The Boys in the Boat is adapted from the best-selling non-fiction novel by Daniel James Brown. Its hero Joe Rantz (Callum Turner) is a kid from the wrong side of the tracks in Depression-era America, who overcomes hardship and family misfortune to secure his place on the University of Washington crew. He and the other rowers are coached by the martinet outsider Al Ulbrickson (Joel Edgerton), a gruff, taciturn man who becomes a father figure to the boys. Everybody sneers at these blue-collar types. The Ivy League colleges are appalled that a team of ragamuffins will represent the US at the Olympics. The Nazi Germans are convinced they’ll swat the upstart Yanks aside. The boys don’t even have enough money to pay for their trip to Europe. Joe, meanwhile, is battling the usual inner demons springing from his impoverished and troubled background.
You’ll feel as if you have watched this film many times before – but that is what Clooney intended. “You know, these guys actually rowed out of necessity,” he has explained. “They were broke, they were hungry… they rowed to get food. You put together a group of men who actually could be good enough to win the Olympics.”
For obvious reasons, The Boys in the Boat has been widely compared to Hugh Hudson’s British Oscar-winner Chariots of Fire (1981). Hudson’s film was set during the Paris 1924 Olympics and similarly celebrated the feats of athletes who overcame turmoil in their private lives. Both movies start in the present day, showing their protagonists as old men, before racing back in time to reveal them in their glory days.
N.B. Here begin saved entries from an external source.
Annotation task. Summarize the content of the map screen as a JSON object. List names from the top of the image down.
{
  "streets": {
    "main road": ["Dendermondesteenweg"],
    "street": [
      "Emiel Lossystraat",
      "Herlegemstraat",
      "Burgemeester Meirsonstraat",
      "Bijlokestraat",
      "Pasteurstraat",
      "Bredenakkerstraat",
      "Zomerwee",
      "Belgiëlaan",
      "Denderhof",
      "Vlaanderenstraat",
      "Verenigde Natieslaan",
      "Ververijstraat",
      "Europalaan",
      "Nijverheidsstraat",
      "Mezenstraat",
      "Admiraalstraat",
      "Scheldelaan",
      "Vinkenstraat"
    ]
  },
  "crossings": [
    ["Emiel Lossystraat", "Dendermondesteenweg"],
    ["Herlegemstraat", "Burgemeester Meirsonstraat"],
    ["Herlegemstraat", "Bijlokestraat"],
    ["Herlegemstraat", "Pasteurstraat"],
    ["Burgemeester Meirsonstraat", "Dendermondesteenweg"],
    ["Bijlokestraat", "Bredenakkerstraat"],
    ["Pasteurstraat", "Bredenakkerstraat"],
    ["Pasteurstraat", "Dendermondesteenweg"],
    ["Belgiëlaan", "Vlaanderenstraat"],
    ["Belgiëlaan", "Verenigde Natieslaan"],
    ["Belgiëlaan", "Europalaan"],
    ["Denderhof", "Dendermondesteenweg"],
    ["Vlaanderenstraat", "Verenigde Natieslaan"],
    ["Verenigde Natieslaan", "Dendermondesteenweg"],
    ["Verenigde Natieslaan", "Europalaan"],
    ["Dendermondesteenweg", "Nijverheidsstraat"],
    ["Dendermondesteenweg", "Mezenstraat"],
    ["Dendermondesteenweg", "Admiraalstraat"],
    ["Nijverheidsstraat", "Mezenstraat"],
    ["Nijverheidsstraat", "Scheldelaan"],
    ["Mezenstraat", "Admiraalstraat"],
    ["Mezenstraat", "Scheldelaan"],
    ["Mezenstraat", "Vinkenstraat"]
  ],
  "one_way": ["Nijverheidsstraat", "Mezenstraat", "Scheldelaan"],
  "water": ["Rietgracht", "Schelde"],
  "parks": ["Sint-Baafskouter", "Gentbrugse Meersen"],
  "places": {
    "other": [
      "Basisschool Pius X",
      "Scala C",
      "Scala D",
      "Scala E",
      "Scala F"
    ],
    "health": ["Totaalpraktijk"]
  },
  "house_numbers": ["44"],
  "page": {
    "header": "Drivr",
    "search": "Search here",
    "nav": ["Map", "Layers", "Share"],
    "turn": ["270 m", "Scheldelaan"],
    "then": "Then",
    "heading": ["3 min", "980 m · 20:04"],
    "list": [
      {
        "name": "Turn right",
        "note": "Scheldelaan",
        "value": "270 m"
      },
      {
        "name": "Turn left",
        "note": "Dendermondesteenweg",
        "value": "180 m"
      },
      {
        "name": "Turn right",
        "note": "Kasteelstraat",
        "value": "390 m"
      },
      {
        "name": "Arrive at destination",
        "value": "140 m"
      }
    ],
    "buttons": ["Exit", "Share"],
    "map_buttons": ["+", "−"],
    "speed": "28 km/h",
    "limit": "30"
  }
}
In Chariots, Eric Liddell (Ian Charleson), the dour young Scottish athlete, is forbidden by his religion from running on Sundays – and that is precisely when the 100-metre sprint is being held. His teammate Harold Abrahams (Ben Cross) is Jewish and faces persistent antisemitism. He is also criticised for using a professional coach. Both men nonetheless find ways to win. “The endeavours in the film – what the characters are trying to achieve – have a strong moral purpose,” Hudson told me in 2012, shortly before the London Olympics.
That is not a slogan you would ever put on the posters. Movies have rarely been sold on the basis of their moral messages, and yet audiences were strongly drawn to Chariots of Fire because of their admiration for the way that Liddell and Abrahams stuck to their beliefs. “The film doesn’t shout at you, but its values are well located,” its producer David Puttnam later said. “It sounds pretentious but I really believe after you’ve watched it, you feel, momentarily, like a better person.”
Forty years on from the film’s enormous success, some argue that the cultural climate has changed. “Remember Chariots of Fire?” asked Variety in its review of The Boys in the Boat. “In 1982, it won the Oscar for best picture. Today, it wouldn’t win dog-catcher.”
Could Chariots of Fire be made today? Who would be interested in a picture about a Scottish missionary who refuses to run on Sundays? The irony, though, is that many viewers are still drawn to just these stories – and that’s why The Boys in the Boat is nevertheless finding its champions. Although reviewers have been equivocal at best, the film has remained afloat on the back of strong public approval (it currently has a Rotten Tomatoes audience score of 96 per cent, higher than that for Oppenheimer or Wonka).
No one is expecting Clooney, like the boat crew coming from behind to win its gold medal, to make a late run at the Oscars – but his film has at least been doing steady business at the box office. It has made around $25m (£19m) in the US alone, and ought to eventually turn a modest profit on its reported $40m (£30m) budget. The movie has also ignited a debate about whether there is still a place in contemporary cinema for old-fashioned dramas about heroism and sporting triumph. Its admirers have praised the elements that other reviewers have ridiculed. “Boy, do we need it now,” enthused ABC, which hailed Clooney’s celebration of “integrity in the form of human decency”. Its reviewer, however, did also speculate that “probably none of the cool kids would want to see it”.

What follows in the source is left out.